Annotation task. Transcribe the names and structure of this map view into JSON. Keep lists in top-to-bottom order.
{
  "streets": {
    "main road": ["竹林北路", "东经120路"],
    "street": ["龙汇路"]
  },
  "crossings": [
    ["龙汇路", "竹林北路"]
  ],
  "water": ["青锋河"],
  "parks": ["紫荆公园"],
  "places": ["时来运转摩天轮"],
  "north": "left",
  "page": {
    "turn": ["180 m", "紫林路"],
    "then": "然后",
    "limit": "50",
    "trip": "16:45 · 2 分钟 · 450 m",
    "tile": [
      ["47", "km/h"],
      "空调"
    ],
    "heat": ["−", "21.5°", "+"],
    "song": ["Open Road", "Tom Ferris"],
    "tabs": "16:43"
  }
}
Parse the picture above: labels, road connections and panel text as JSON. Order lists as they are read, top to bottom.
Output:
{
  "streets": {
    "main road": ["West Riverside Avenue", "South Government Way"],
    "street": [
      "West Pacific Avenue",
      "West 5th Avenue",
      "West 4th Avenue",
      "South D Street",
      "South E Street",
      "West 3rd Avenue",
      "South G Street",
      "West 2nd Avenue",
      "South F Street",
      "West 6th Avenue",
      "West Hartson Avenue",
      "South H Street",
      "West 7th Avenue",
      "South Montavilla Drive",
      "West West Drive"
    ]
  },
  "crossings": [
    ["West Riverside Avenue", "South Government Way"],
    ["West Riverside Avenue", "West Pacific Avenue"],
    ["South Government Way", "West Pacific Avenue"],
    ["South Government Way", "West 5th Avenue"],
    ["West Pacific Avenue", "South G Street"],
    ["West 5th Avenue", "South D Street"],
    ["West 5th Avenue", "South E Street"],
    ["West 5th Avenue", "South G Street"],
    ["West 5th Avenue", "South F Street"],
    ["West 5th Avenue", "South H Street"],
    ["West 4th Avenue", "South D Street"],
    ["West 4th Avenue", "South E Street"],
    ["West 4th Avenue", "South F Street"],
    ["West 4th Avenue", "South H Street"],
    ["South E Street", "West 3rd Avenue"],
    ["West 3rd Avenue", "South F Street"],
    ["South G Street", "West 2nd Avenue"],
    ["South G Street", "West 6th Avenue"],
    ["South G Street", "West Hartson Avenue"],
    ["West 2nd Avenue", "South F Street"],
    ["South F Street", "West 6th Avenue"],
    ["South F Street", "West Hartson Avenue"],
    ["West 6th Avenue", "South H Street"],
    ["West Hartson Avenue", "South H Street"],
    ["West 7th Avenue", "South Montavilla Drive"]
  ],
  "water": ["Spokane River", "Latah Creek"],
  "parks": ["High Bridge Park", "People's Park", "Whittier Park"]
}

Exercise:
Only a number is wanted here. How many lines in the material contain "bottom"?

Answer space:
2